# WHAT TO WORK ON
The full listing, start to finish: write it out again exactly.
________
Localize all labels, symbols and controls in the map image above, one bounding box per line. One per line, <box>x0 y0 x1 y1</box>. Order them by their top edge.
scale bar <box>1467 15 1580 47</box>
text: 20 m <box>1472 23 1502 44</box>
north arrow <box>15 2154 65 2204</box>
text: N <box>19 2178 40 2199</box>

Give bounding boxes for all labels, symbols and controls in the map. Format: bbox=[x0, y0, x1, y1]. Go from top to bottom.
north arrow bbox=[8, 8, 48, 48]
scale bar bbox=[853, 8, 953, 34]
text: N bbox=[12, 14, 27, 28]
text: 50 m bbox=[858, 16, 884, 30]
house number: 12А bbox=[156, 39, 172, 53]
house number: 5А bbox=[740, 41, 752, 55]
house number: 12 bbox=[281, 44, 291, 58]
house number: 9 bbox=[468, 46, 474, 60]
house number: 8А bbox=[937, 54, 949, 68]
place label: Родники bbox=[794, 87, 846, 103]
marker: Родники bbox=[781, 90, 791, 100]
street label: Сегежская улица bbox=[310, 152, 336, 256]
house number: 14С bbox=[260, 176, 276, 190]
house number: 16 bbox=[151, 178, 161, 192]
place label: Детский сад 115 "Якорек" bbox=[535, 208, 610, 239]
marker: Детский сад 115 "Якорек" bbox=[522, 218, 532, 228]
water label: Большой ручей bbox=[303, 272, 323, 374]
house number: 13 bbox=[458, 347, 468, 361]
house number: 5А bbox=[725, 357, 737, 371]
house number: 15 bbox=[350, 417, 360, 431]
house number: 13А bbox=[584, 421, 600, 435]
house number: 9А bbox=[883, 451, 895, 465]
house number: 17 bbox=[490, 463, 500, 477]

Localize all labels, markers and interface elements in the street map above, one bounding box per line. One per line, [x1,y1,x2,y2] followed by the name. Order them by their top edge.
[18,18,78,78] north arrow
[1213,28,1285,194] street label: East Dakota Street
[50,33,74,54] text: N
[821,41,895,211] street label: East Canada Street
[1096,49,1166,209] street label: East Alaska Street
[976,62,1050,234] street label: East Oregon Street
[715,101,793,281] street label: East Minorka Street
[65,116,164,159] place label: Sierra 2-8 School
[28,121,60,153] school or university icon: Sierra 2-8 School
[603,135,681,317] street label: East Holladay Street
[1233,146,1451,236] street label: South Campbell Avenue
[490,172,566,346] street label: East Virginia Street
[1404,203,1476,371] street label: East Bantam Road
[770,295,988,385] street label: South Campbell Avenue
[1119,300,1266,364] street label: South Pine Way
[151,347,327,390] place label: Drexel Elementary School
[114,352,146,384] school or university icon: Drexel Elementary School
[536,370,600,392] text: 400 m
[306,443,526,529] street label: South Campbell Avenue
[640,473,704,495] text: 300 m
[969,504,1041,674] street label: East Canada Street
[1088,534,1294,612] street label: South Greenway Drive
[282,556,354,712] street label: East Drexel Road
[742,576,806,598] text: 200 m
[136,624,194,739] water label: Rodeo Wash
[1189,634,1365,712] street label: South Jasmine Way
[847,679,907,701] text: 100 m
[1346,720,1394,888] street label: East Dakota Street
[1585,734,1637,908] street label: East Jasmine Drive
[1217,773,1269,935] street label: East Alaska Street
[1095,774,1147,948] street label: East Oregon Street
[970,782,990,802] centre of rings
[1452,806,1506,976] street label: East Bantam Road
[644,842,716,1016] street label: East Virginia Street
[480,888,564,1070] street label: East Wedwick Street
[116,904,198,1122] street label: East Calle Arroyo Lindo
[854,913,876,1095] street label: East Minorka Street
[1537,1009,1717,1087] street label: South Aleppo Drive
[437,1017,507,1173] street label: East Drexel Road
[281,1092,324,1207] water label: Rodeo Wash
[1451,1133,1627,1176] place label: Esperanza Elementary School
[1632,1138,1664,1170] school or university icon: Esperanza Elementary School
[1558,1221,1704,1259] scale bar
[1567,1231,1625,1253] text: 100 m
________
# SOLUTION FOR THIS PROBLEM
Localize all labels, symbols and controls in the map image above, one bounding box per line. One per line, <box>x0 y0 x1 y1</box>. Order them by their top edge.
scale bar <box>1467 15 1580 47</box>
text: 20 m <box>1472 23 1502 44</box>
north arrow <box>15 2154 65 2204</box>
text: N <box>19 2178 40 2199</box>

Give bounding boxes for all labels, symbols and controls in the map. Format: bbox=[x0, y0, x1, y1]. Go from top to bottom.
north arrow bbox=[8, 8, 48, 48]
scale bar bbox=[853, 8, 953, 34]
text: N bbox=[12, 14, 27, 28]
text: 50 m bbox=[858, 16, 884, 30]
house number: 12А bbox=[156, 39, 172, 53]
house number: 5А bbox=[740, 41, 752, 55]
house number: 12 bbox=[281, 44, 291, 58]
house number: 9 bbox=[468, 46, 474, 60]
house number: 8А bbox=[937, 54, 949, 68]
place label: Родники bbox=[794, 87, 846, 103]
marker: Родники bbox=[781, 90, 791, 100]
street label: Сегежская улица bbox=[310, 152, 336, 256]
house number: 14С bbox=[260, 176, 276, 190]
house number: 16 bbox=[151, 178, 161, 192]
place label: Детский сад 115 "Якорек" bbox=[535, 208, 610, 239]
marker: Детский сад 115 "Якорек" bbox=[522, 218, 532, 228]
water label: Большой ручей bbox=[303, 272, 323, 374]
house number: 13 bbox=[458, 347, 468, 361]
house number: 5А bbox=[725, 357, 737, 371]
house number: 15 bbox=[350, 417, 360, 431]
house number: 13А bbox=[584, 421, 600, 435]
house number: 9А bbox=[883, 451, 895, 465]
house number: 17 bbox=[490, 463, 500, 477]

Localize all labels, markers and interface elements in the street map above, one bounding box per line. One per line, [x1,y1,x2,y2] followed by the name. Order them by their top edge.
[18,18,78,78] north arrow
[1213,28,1285,194] street label: East Dakota Street
[50,33,74,54] text: N
[821,41,895,211] street label: East Canada Street
[1096,49,1166,209] street label: East Alaska Street
[976,62,1050,234] street label: East Oregon Street
[715,101,793,281] street label: East Minorka Street
[65,116,164,159] place label: Sierra 2-8 School
[28,121,60,153] school or university icon: Sierra 2-8 School
[603,135,681,317] street label: East Holladay Street
[1233,146,1451,236] street label: South Campbell Avenue
[490,172,566,346] street label: East Virginia Street
[1404,203,1476,371] street label: East Bantam Road
[770,295,988,385] street label: South Campbell Avenue
[1119,300,1266,364] street label: South Pine Way
[151,347,327,390] place label: Drexel Elementary School
[114,352,146,384] school or university icon: Drexel Elementary School
[536,370,600,392] text: 400 m
[306,443,526,529] street label: South Campbell Avenue
[640,473,704,495] text: 300 m
[969,504,1041,674] street label: East Canada Street
[1088,534,1294,612] street label: South Greenway Drive
[282,556,354,712] street label: East Drexel Road
[742,576,806,598] text: 200 m
[136,624,194,739] water label: Rodeo Wash
[1189,634,1365,712] street label: South Jasmine Way
[847,679,907,701] text: 100 m
[1346,720,1394,888] street label: East Dakota Street
[1585,734,1637,908] street label: East Jasmine Drive
[1217,773,1269,935] street label: East Alaska Street
[1095,774,1147,948] street label: East Oregon Street
[970,782,990,802] centre of rings
[1452,806,1506,976] street label: East Bantam Road
[644,842,716,1016] street label: East Virginia Street
[480,888,564,1070] street label: East Wedwick Street
[116,904,198,1122] street label: East Calle Arroyo Lindo
[854,913,876,1095] street label: East Minorka Street
[1537,1009,1717,1087] street label: South Aleppo Drive
[437,1017,507,1173] street label: East Drexel Road
[281,1092,324,1207] water label: Rodeo Wash
[1451,1133,1627,1176] place label: Esperanza Elementary School
[1632,1138,1664,1170] school or university icon: Esperanza Elementary School
[1558,1221,1704,1259] scale bar
[1567,1231,1625,1253] text: 100 m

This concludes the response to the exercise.